Okay, I get that the tax items were not on the list of acceptable items but a Dependent Care Package, a legal affidavit issued by the United States Army? They investigate and verify every aspect of one’s life; employment, income, family relations, assets, etc.  But then the military ID which allows you to prowl, unescorted around a military base, does not contain an expiration date.  Why is an expiration date even necessary?  If my driver’s license expires tomorrow, do I cease being the person on the picture?  Is the house I’ve resided in for twenty years no longer my address? That’s like saying if you don’t know your birthday, you were never born.  And isn’t the requirement to have a picture ID a mandate?

The items I used to verify my new address were not accepted because, as the clerk explained, “I have you listed at an address in Chicago and one in Maryland.”  Hmmm.  She accepted that the person with multiple addresses was me but the person standing before her was not.

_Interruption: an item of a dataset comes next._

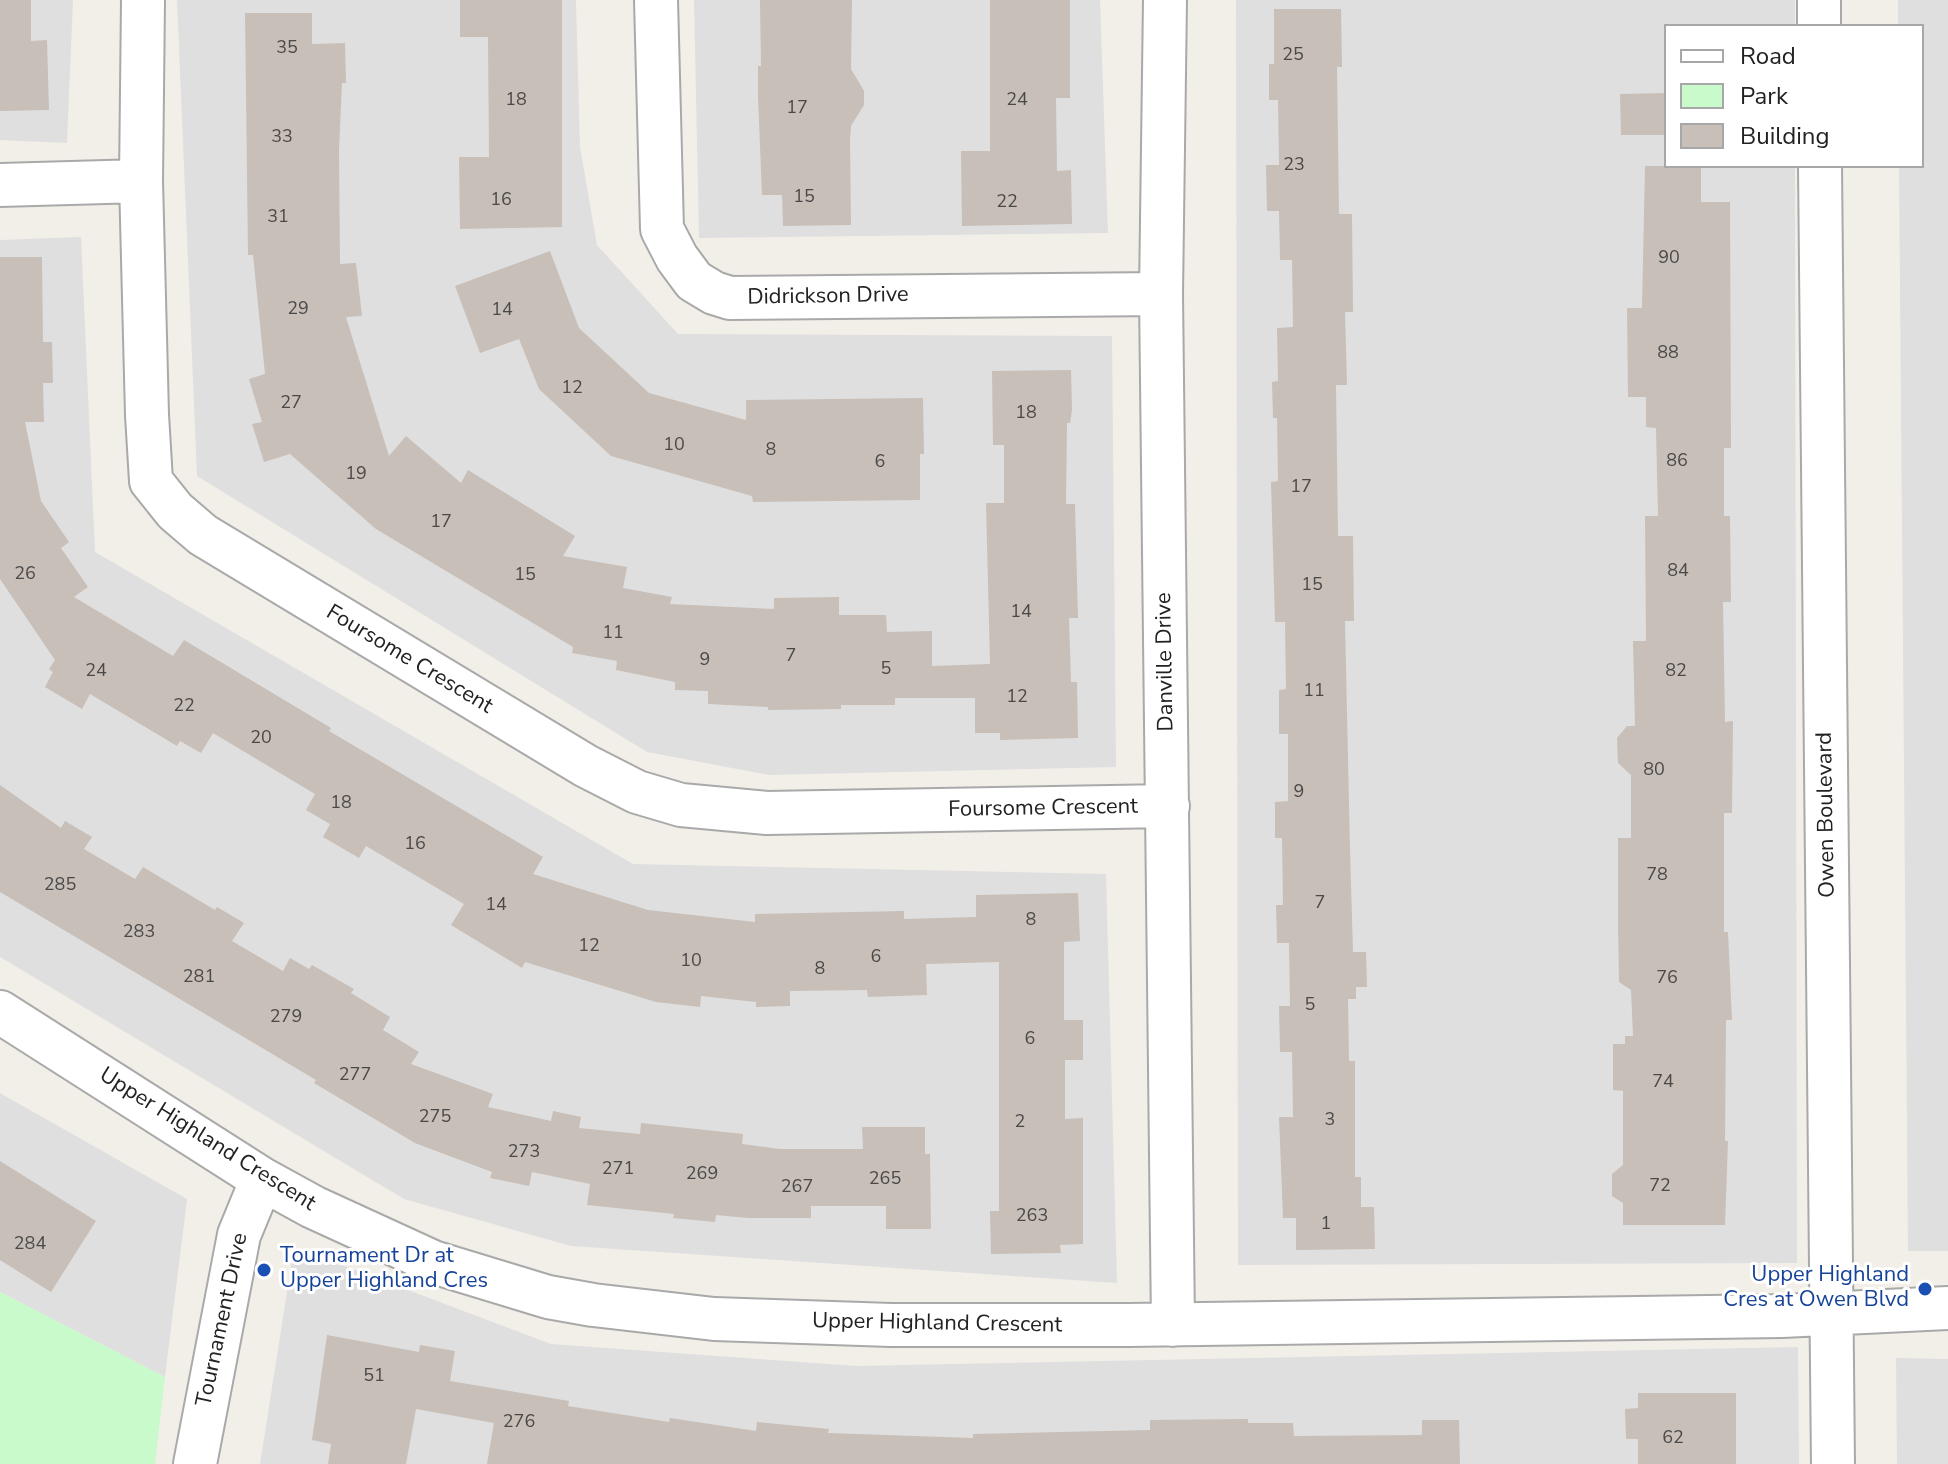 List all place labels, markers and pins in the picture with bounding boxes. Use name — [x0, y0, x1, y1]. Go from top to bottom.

I explained that I own property in both places, but that clearly I wasn’t presently residing in either place.  The lease and utility bill verifying my new address were meaningless.  As was the registered letter from the IRS.  The postman had required my identification and signature.  But IRS was not on the list!

Alas, I exist, afterall

During a second visit, exasperated, I rifled through my documents looking for something acceptable, when the clerk suddenly said, “Oh, I can accept this.”  She picked up an unopened letter from my bank and though it was clearly postmarked, SHE OPENED IT!  “I have to verify that there has been activity in the last three months.”  I was no longer exasperated, I was pissed!

The information for my new driver’s license printed out, along with my voter’s registration.  I was photographed  for my new driver’s license.  I took a seat and waited for my name to be called.

I watched as an elderly woman, barely able to walk grappled with the fact that she still carried her husband’s name despite the fact he had been dead for decades.  She waved the death certificate and marriage license.

“He was killed in the war….I’ve lived in the same house for over fifty years….you know me.”  She was at the brink of tears.

“I understand”
, the clerk explained. “Don’t blame me, blame all these bad illegals who are taking advantage of us all and have made it bad for everybody.” 

“Well, don’t punish me…I am an American citizen….my husband and son both fought and died in wars for this country and I’m not going to be able to vote?”

The clerk handed her a tissue.  “What you will have to do is change your name back to your own name.”  She gave her the address and necessary information.  “After you have officially changed your name, bring in the official papers and I will be able to issue you a state ID.”

Just so you know, she was white.  I couldn’t help but think of my own mother, who never had a driver’s license…never owned a car…she never learned to drive.  Not because she was poor, she was anything but that, it just isn’t a necessity or desire in everyone’s life to own a car.


I was thoroughly disgusted by the time I left.  A couple of months later, it occurred to me that I had not received a voter’s registration card, nor any communication from the election board.  I retrieved the form and for the first time, inspected the registration.  It had no first name printed on it; not even an initial.  How did that happen when it printed out at the same time as the driver’s license which contained my first name and middle initial?

At the County Clerk’s office, a worker complained that “she was tired of correcting their mistakes”.  But was it a mistake?  How many people will even notice the error before election day?  They think they’re registered, but they will not be able to vote.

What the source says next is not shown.